バイデン氏、コロナ感染22万人死亡でトランプ氏非難−最終討論会

  韓国では23日午前0時までの24時間の新規感染症例は155人と、この6週間余りで最多となった。前日は119人だった。

  米国に先立ち感染者が急増している欧州では感染拡大を抑制する制限措置の導入がさらに広がっている。フランスでは新規感染者が初めて4万人を突破。そのほかイタリア、ドイツなど少なくとも10カ国で新規感染者が過去最多を更新した。

  フランスでは22日、新規感染者が4万1622人となった。新規感染の7日間平均は20日連続で増加している。同国政府は夜間外出禁止令をパリなどの一部都市以外の地域まで拡大する準備を進めている。

  米食品医薬品局(FDA)は22日、米ギリアド・サイエンシズの抗ウイルス薬「レムデシビル」を承認した。FDAは5月にレムデシビルの緊急使用許可(EUA)を付与。コロナ感染と診断されたトランプ大統領も治療にレムデシビルが使われた。

ギリアドのレムデシビル、米FDAが承認−コロナ治療で幅広く利用

  FDAのワクチン諮問委員会は22日に会合を開き、ワクチンの緊急使用の可否を判断する際の尺度として、FDA当局者が設定した安全性や有効性の基準が十分と言えるかどうか疑問を呈した。二十数人の外部の感染症専門家で構成される同諮問委は、ワクチンに50%以上の有効性と、被験者の半数以上について2カ月分の安全性データ収集を製薬会社に義務付けるFDA基準について検討した。

米FDAのワクチン許可基準に疑問呈する発言相次ぐ−諮問委会合

  ブラジルのボルソナロ大統領は22日、サンパウロ市の研究所が開発に携わっている中国製コロナワクチンへの批判を強めた。同大統領はラジオインタビューで、「われわれは中国からは購入しない。それが私の判断だ」と発言。中国企業の科興控股生物技術(シノバック・バイオテック)のワクチンを国民は安全に感じないだろうと指摘した。

  イタリアが22日発表した新規感染者数は1万6079人。集中治療室(ICU)の入院患者数は66人増えて992人と、5月初め以来の大幅増となった。ドイツの新規感染者数は1万2331人。

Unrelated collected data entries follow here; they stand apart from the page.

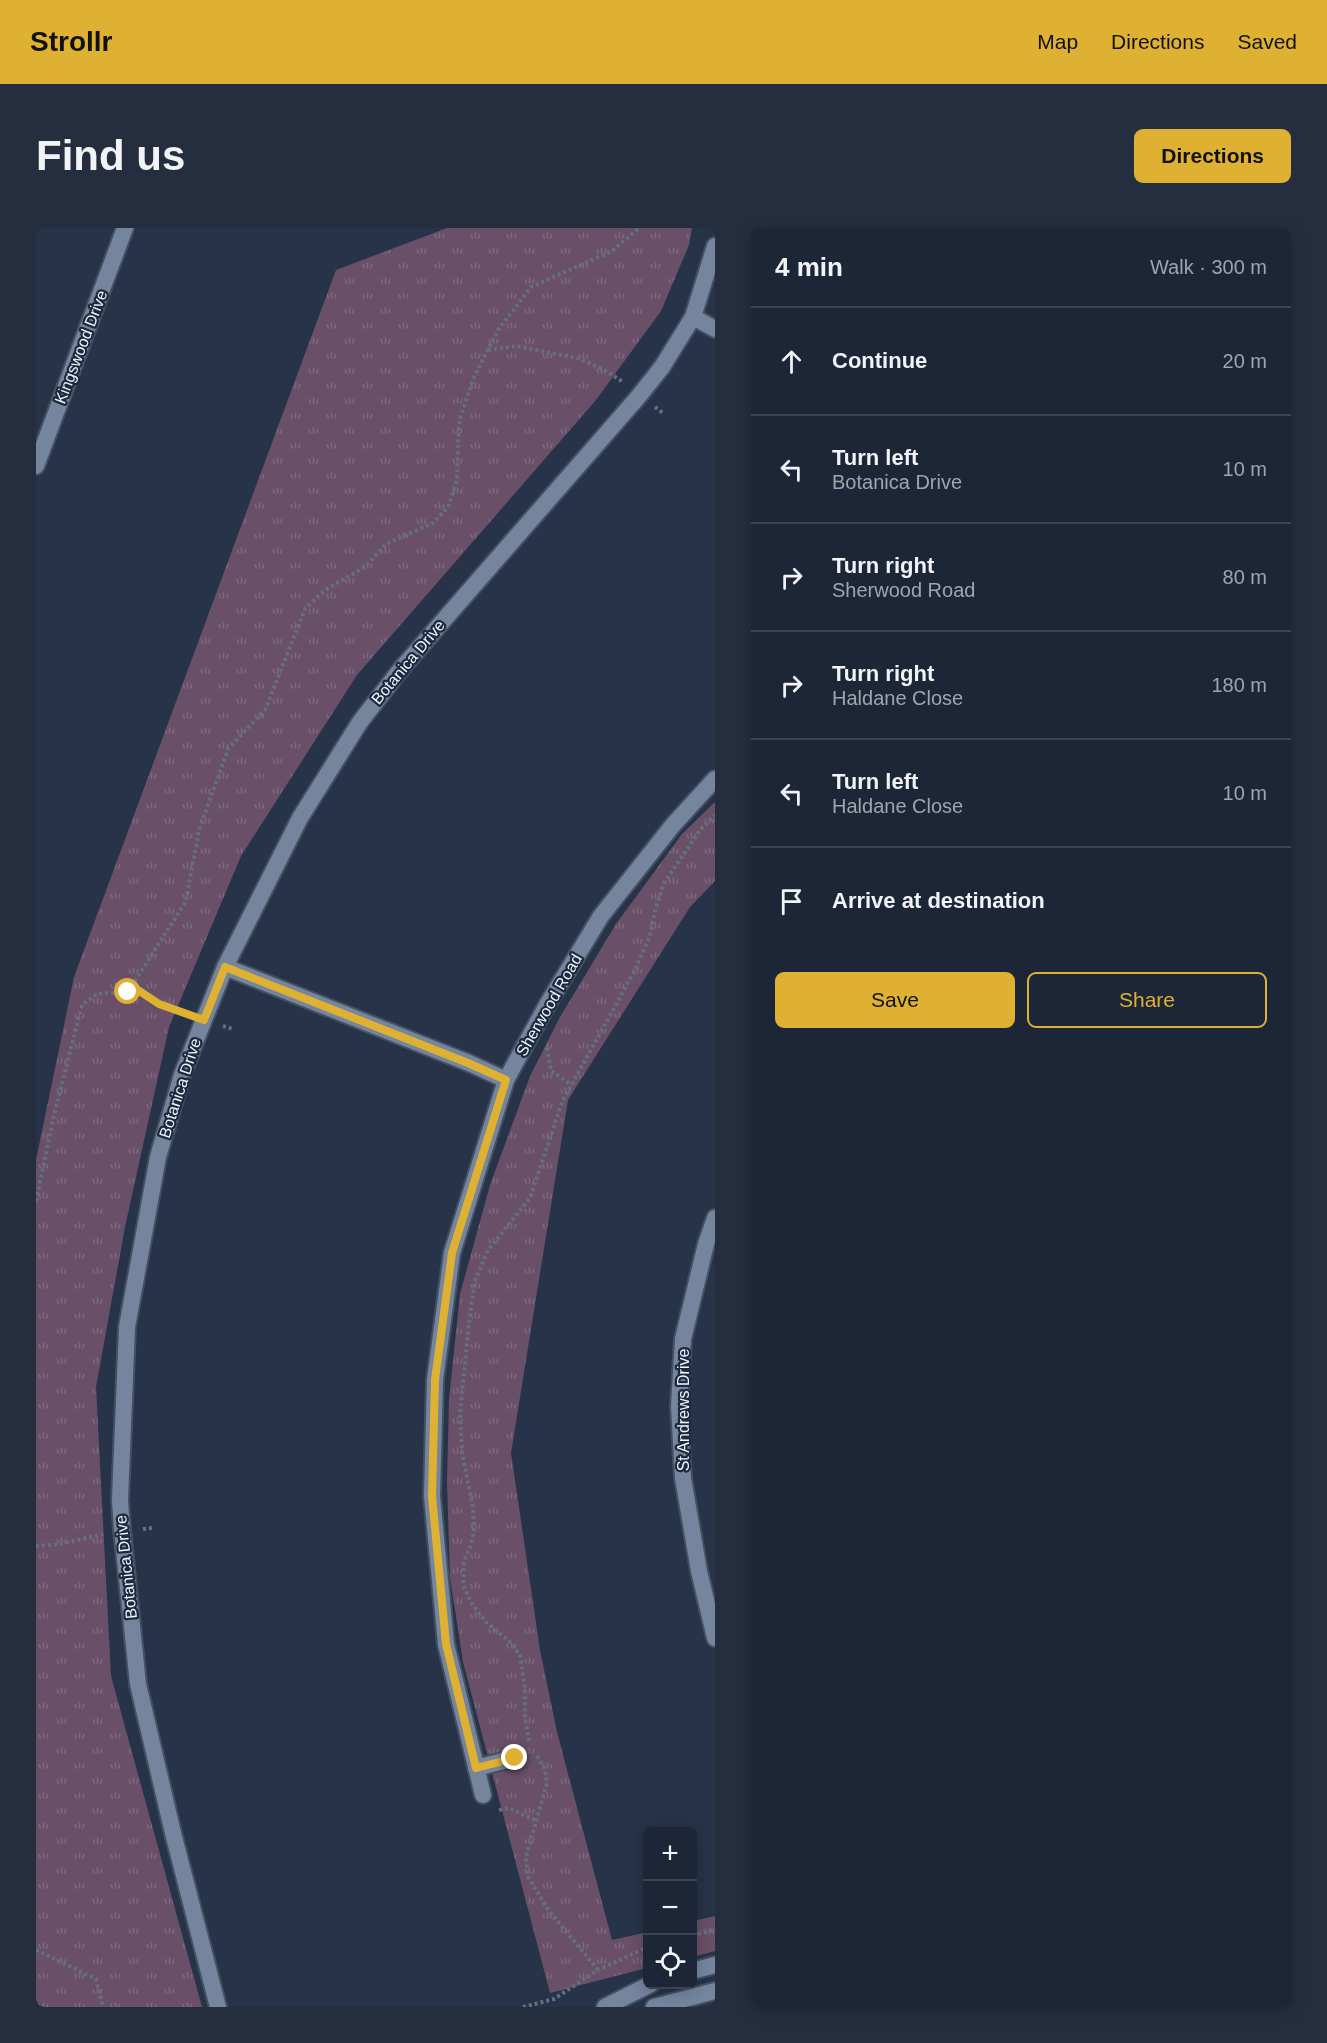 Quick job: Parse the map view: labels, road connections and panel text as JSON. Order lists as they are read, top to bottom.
{
  "streets": {
    "street": [
      "Kingswood Drive",
      "Botanica Drive",
      "Sherwood Road",
      "St Andrews Drive"
    ]
  },
  "page": {
    "header": "Strollr",
    "nav": ["Map", "Directions", "Saved"],
    "buttons": [
      "Directions",
      ["Save", "Share"]
    ],
    "title": "Find us",
    "heading": ["4 min", "Walk · 300 m"],
    "list": [
      ["Continue", "20 m"],
      ["Turn left", "Botanica Drive", "10 m"],
      ["Turn right", "Sherwood Road", "80 m"],
      ["Turn right", "Haldane Close", "180 m"],
      ["Turn left", "Haldane Close", "10 m"],
      "Arrive at destination"
    ],
    "map_buttons": ["+", "−"]
  }
}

  ギリシャは首都アテネなど感染拡大が深刻な地域を対象に午前0時半から同5時までの移動禁止措置を発表した。ポルトガルは10月30日から11月3日まで地方自治体間の移動を制限すると発表した。

  米ジョンズ・ホプキンス大学のデータによれば、世界の新型コロナ感染者は4160万人を超え、死者数は114万人を上回った。